3.3 RNA expression of MEK1 under nutrient restriction
The relative mRNA expressions of MEK1 under nutrient restriction were examined in A. irradians and A. purpuratus. In A. irradians, AiiMEK1 expression was significantly decreased in hepatopancreas under nutritional restriction on Day 30 (p < 0.05), while it was significantly increased in the adductor muscle and mantle than that of the control group (Figure 8A); on day 56, the expression of AiiMEK1 in the hepatopancreas of the nutritional restriction group was still significantly lower than that of the control group, but no difference was detected in other tissues (Figure 8B). In A. purpuratus, ApuMEK1 expression level in hepatopancreas under nutritional restriction on Day 30 was also significantly lower (p < 0.05) than that in the control group, whereas the expressions in other tissues in nutritional restriction group were maintained at levels close to that of the control group (Figure 8C); the expression level of ApuMEK1 in the gills and mantle of the nutritional restriction group on day 56 were significantly lower (p < 0.05) than that in the control group on day 56 (Figure 8D).

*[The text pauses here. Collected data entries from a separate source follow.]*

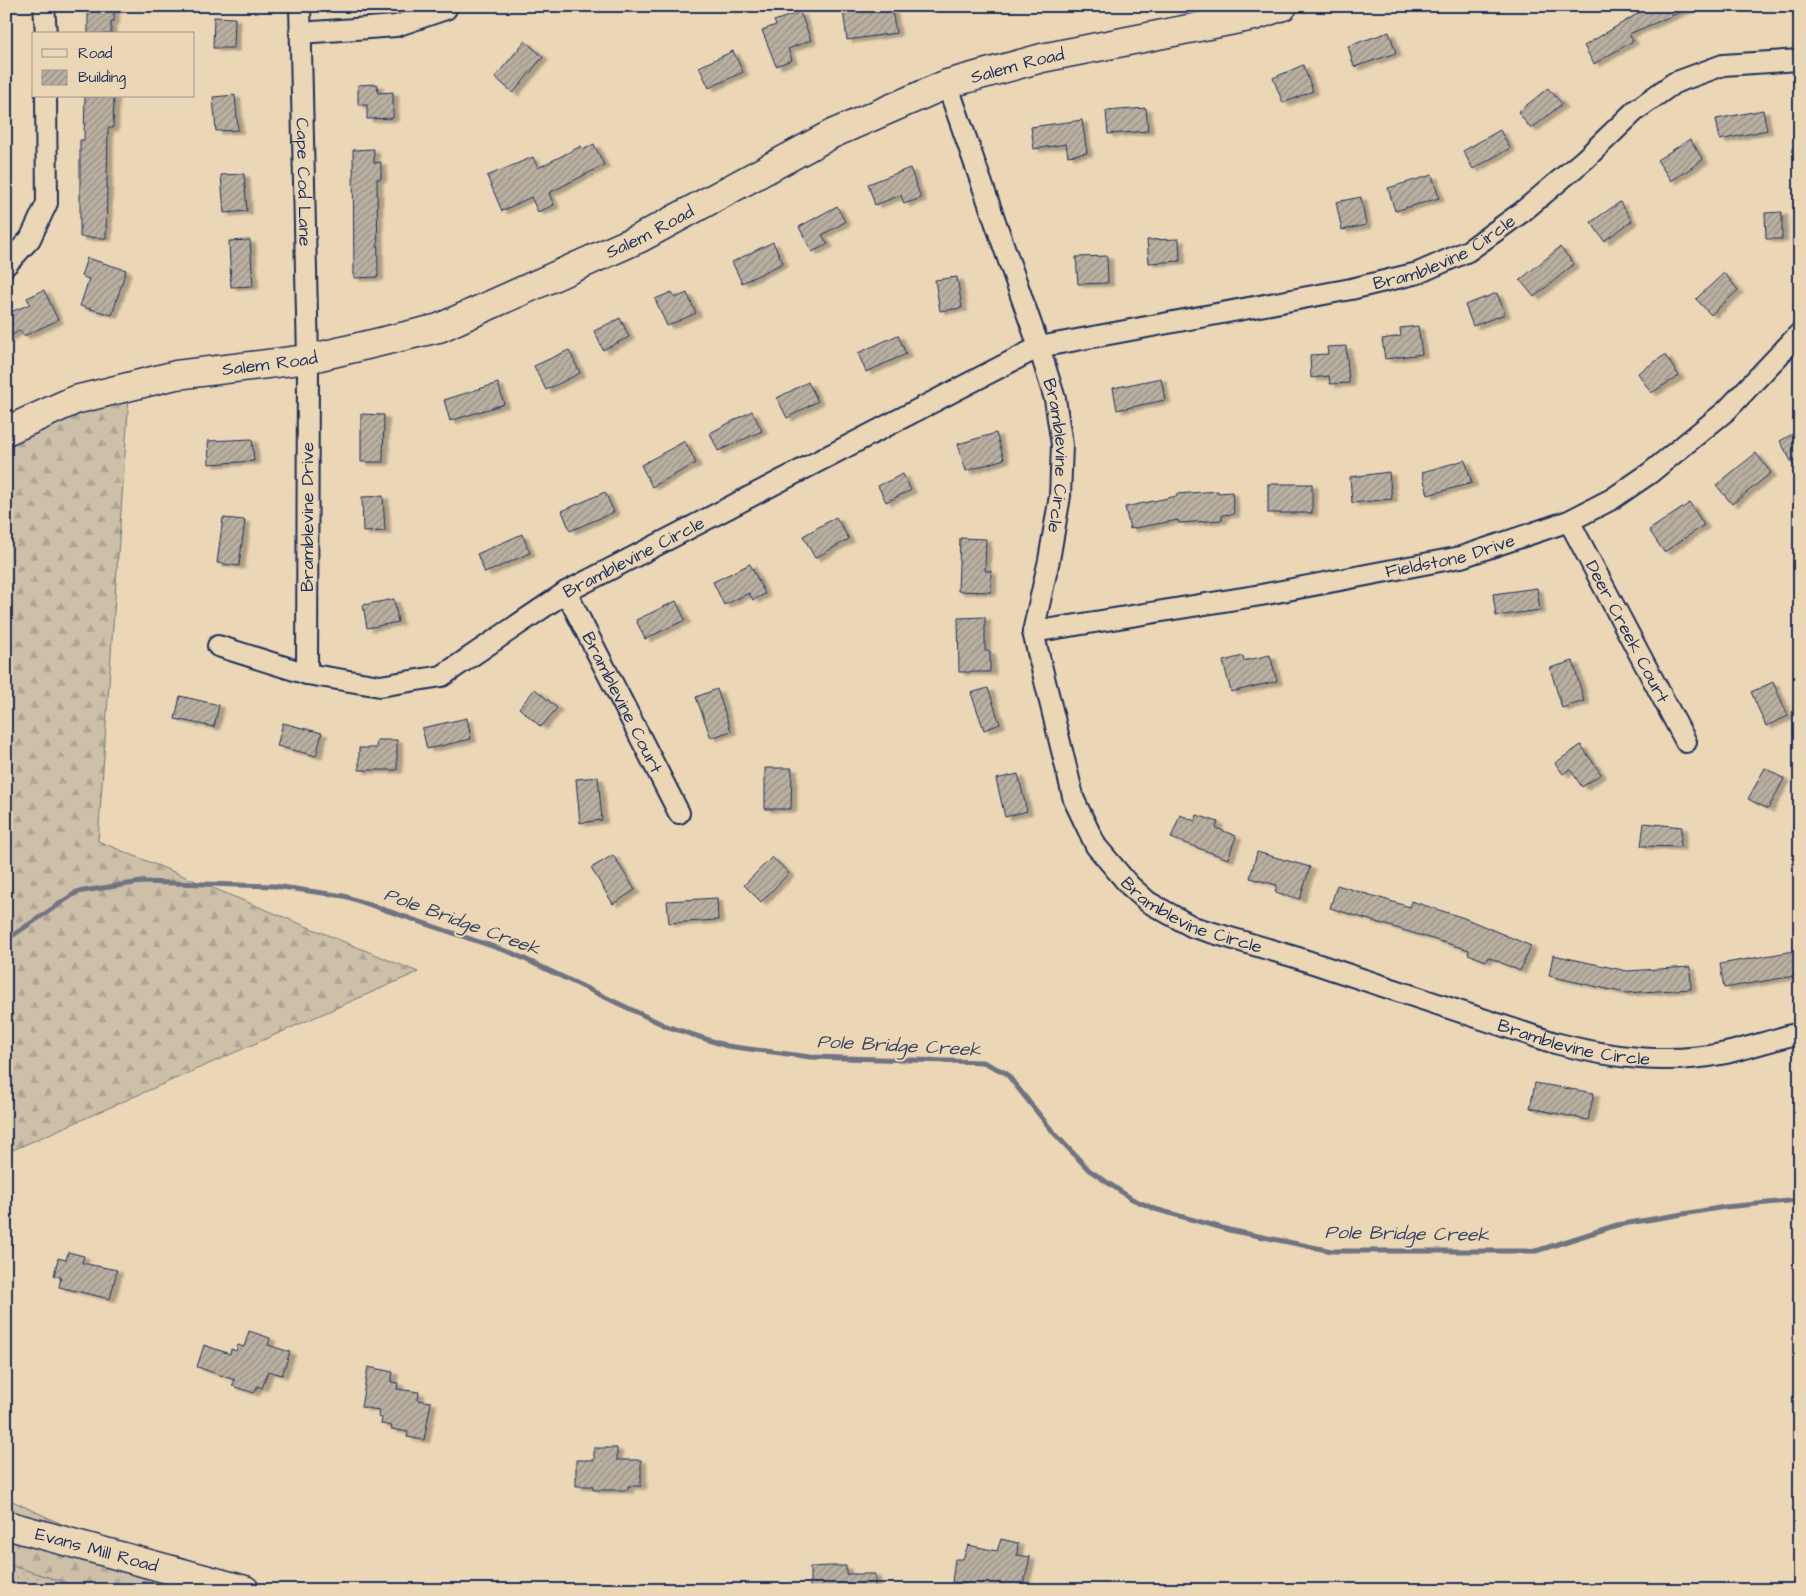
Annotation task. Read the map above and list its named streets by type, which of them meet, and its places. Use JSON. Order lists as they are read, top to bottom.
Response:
{
  "streets": {
    "street": [
      "Salem Road",
      "Cape Cod Lane",
      "Bramblevine Circle",
      "Bramblevine Drive",
      "Fieldstone Drive",
      "Deer Creek Court",
      "Bramblevine Court",
      "Evans Mill Road"
    ]
  },
  "crossings": [
    ["Salem Road", "Cape Cod Lane"],
    ["Salem Road", "Bramblevine Circle"],
    ["Salem Road", "Bramblevine Drive"],
    ["Cape Cod Lane", "Bramblevine Drive"],
    ["Bramblevine Circle", "Bramblevine Drive"],
    ["Bramblevine Circle", "Fieldstone Drive"],
    ["Bramblevine Circle", "Bramblevine Court"],
    ["Fieldstone Drive", "Deer Creek Court"]
  ],
  "water": ["Pole Bridge Creek"],
  "legend": ["Road", "Building"]
}
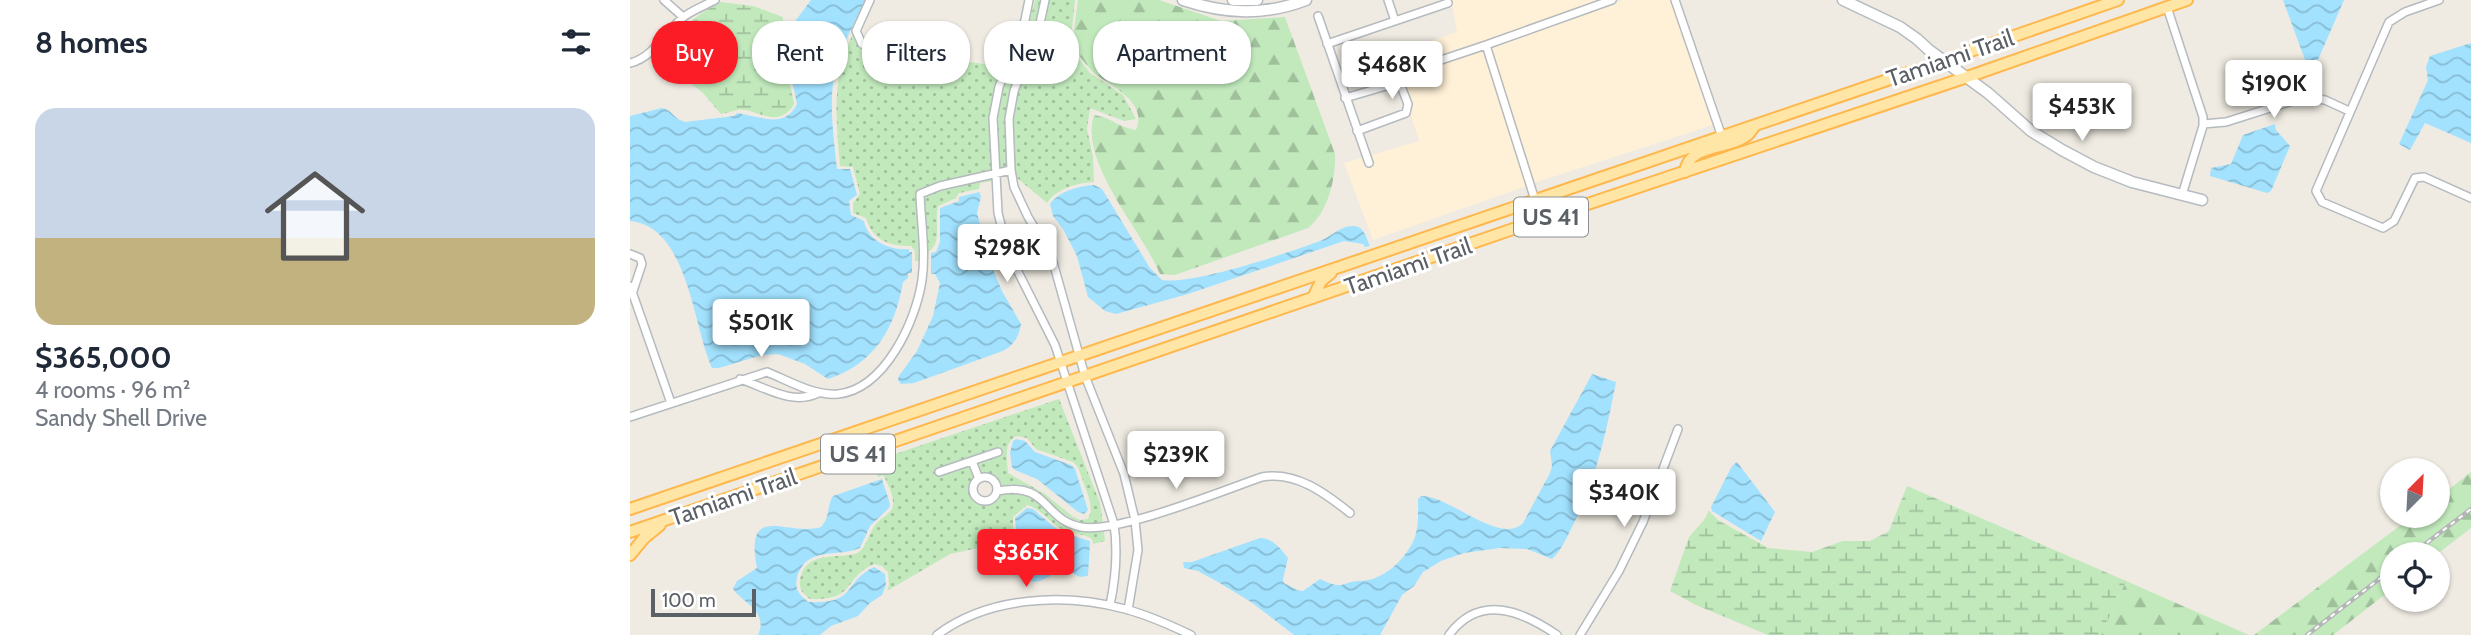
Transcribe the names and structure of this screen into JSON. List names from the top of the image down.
{
  "streets": {
    "main road": ["Tamiami Trail", "US 41"]
  },
  "scale_bar": "100 m",
  "north": "top right",
  "page": {
    "heading": "8 homes",
    "chip": [
      "Buy",
      "Rent",
      "Filters",
      "New",
      "Apartment"
    ],
    "price": [
      "$468K",
      "$190K",
      "$453K",
      "$298K",
      "$501K",
      "$239K",
      "$340K",
      "$365K"
    ],
    "list": [
      {
        "name": "$365,000",
        "note": "4 rooms · 96 m² · Sandy Shell Drive"
      }
    ],
    "scale": "100 m"
  }
}
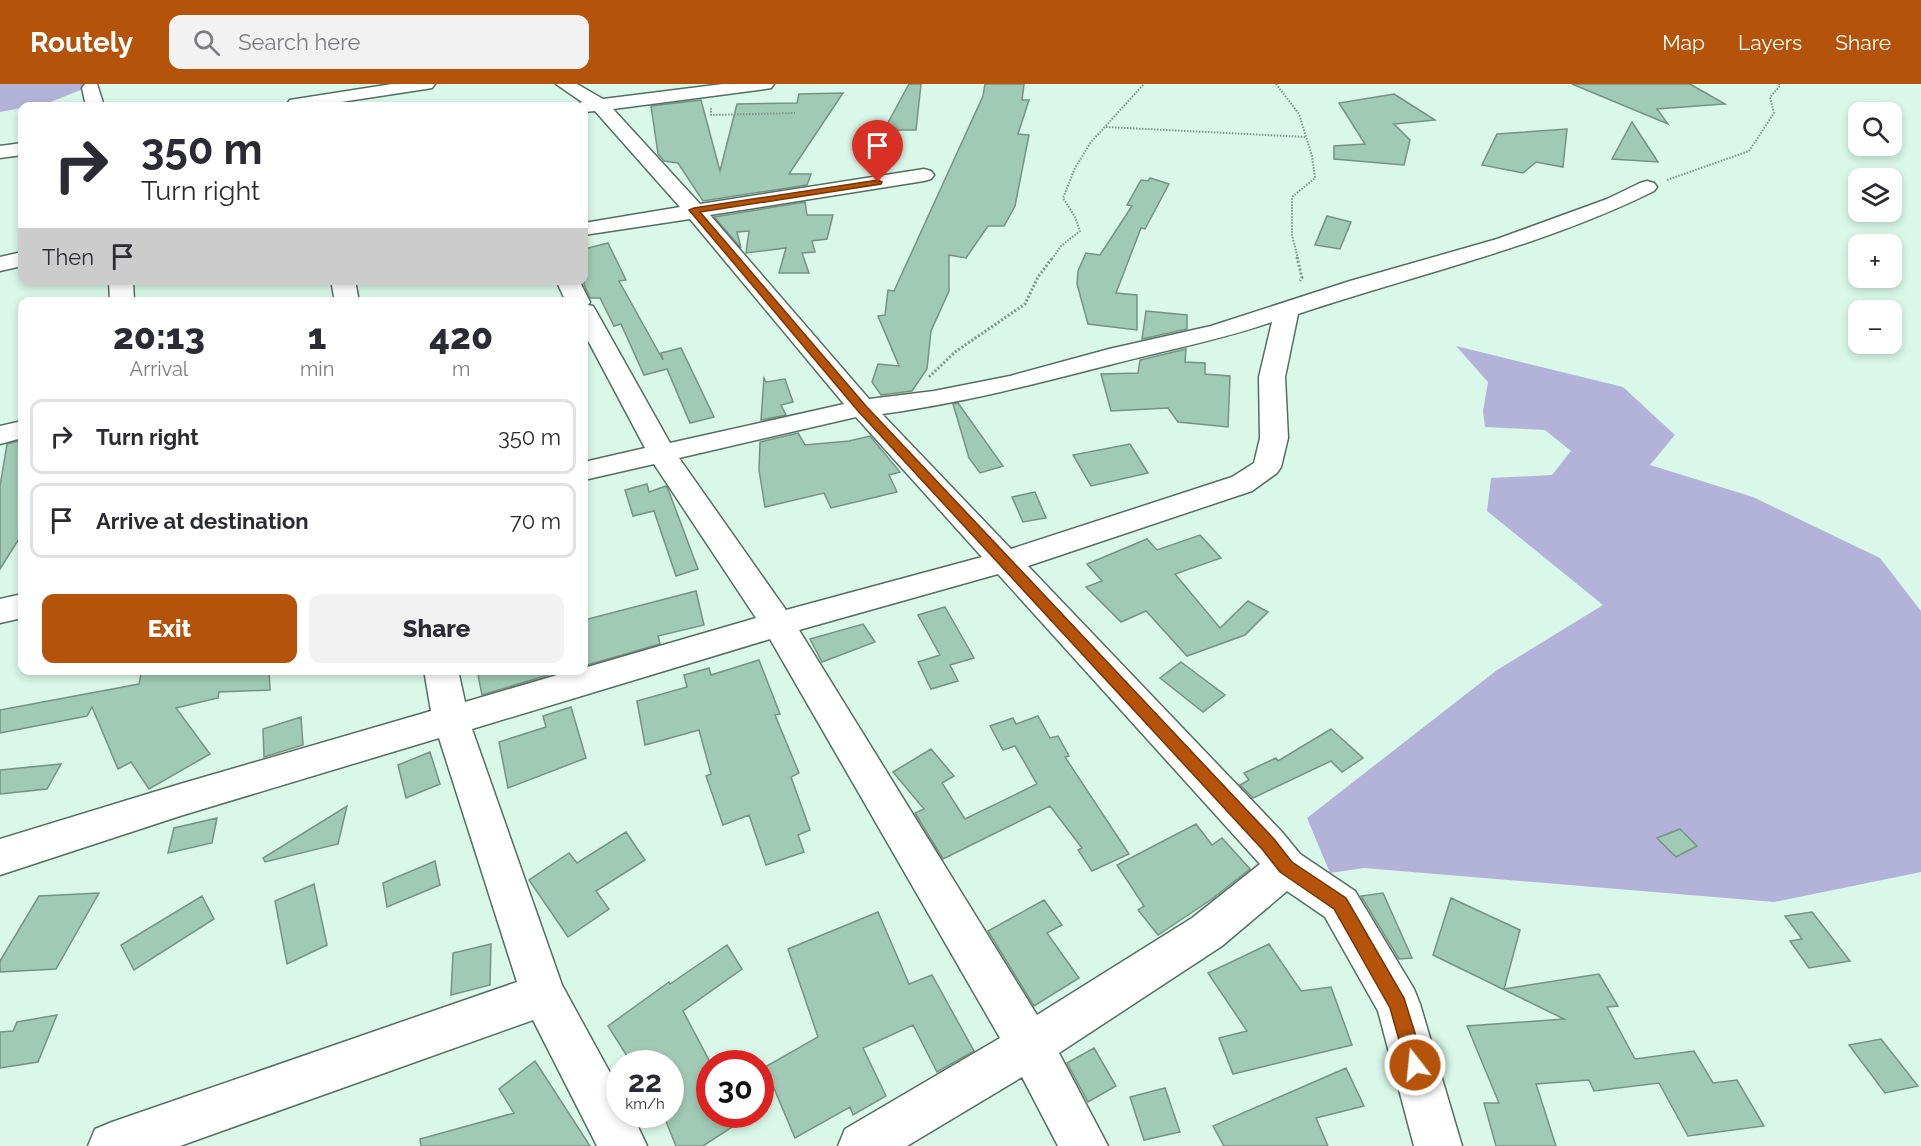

Figure 8 Expression of MEK1 on Day 30 and Day 56 in the dietary restriction group and the control group in Airradians (A, B) and A purpuratus (C, D) (*p < 0.05 and ** p<0.01).
3.4 RNA interference of MEK1 in A. irradians
The interference efficiency of the synthesized siRNA on the MEK1 gene in the hepatopancreas of 12-month-old A. irradians is shown in Figure 9. Compared with the control group, the expression of MEK1 gene was significantly inhibited by the interference for 6h, with an interference efficiency of 66.37%. Therefore, hepatopancreas tissue injected with AiiMEK1-siRNA for 6h was selected for subsequent experiment.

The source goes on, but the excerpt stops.